■ REQUIREMENT: Your response should contain each line of the data that includes "leaving".
═══ THE DATA ═══
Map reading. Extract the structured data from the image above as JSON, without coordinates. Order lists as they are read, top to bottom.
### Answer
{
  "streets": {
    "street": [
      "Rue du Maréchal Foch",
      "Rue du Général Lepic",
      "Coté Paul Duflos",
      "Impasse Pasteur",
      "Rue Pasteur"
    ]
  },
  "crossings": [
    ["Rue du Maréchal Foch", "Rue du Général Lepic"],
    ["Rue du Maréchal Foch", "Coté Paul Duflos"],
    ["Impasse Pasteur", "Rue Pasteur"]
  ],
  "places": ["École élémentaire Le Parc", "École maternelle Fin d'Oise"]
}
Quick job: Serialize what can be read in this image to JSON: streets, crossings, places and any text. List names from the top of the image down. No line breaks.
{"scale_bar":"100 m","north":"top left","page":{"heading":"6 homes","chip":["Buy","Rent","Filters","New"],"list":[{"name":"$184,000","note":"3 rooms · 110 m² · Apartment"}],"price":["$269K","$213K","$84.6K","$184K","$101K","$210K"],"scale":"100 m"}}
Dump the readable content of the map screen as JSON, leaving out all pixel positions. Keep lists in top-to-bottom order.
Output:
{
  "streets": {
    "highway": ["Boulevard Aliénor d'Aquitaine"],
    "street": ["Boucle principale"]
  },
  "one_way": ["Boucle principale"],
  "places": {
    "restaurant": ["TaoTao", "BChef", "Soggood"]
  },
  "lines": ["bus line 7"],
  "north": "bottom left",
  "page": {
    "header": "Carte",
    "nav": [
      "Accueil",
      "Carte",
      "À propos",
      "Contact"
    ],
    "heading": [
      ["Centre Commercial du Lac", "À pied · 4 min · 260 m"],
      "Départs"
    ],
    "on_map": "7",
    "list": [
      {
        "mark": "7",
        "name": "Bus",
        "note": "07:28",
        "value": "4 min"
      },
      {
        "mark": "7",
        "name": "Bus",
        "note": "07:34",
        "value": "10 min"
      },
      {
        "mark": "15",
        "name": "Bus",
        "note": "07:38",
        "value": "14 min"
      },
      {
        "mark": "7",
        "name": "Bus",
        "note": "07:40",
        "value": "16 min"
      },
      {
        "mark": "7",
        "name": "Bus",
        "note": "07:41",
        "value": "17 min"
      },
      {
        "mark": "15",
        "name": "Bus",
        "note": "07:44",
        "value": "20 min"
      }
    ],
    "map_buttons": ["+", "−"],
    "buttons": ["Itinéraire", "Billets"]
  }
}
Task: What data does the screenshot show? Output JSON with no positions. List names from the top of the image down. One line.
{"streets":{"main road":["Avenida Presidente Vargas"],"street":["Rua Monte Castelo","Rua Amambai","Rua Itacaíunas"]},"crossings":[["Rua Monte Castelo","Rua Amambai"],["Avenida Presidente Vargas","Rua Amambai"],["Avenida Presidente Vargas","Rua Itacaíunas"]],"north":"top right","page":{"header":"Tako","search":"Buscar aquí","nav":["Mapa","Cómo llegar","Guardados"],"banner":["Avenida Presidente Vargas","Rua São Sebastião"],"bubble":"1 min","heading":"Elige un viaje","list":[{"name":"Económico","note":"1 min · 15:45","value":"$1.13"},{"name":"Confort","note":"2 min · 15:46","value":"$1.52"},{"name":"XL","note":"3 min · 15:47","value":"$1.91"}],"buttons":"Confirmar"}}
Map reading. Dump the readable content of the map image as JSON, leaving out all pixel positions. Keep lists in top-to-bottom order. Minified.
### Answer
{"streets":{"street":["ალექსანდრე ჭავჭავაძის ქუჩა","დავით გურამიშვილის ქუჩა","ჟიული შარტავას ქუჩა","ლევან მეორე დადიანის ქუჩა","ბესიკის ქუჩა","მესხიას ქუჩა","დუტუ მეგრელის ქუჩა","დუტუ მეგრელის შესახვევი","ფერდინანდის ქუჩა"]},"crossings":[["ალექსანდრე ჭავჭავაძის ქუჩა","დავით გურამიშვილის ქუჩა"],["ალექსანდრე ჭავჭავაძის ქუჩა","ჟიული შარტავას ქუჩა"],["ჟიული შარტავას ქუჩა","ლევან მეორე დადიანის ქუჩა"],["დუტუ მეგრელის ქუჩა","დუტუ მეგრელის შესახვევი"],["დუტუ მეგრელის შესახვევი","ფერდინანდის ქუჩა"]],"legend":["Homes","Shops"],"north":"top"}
═══
■ ANSWER SPACE:
Dump the readable content of the map screen as JSON, leaving out all pixel positions. Keep lists in top-to-bottom order.
Map reading. Dump the readable content of the map image as JSON, leaving out all pixel positions. Keep lists in top-to-bottom order. Minified.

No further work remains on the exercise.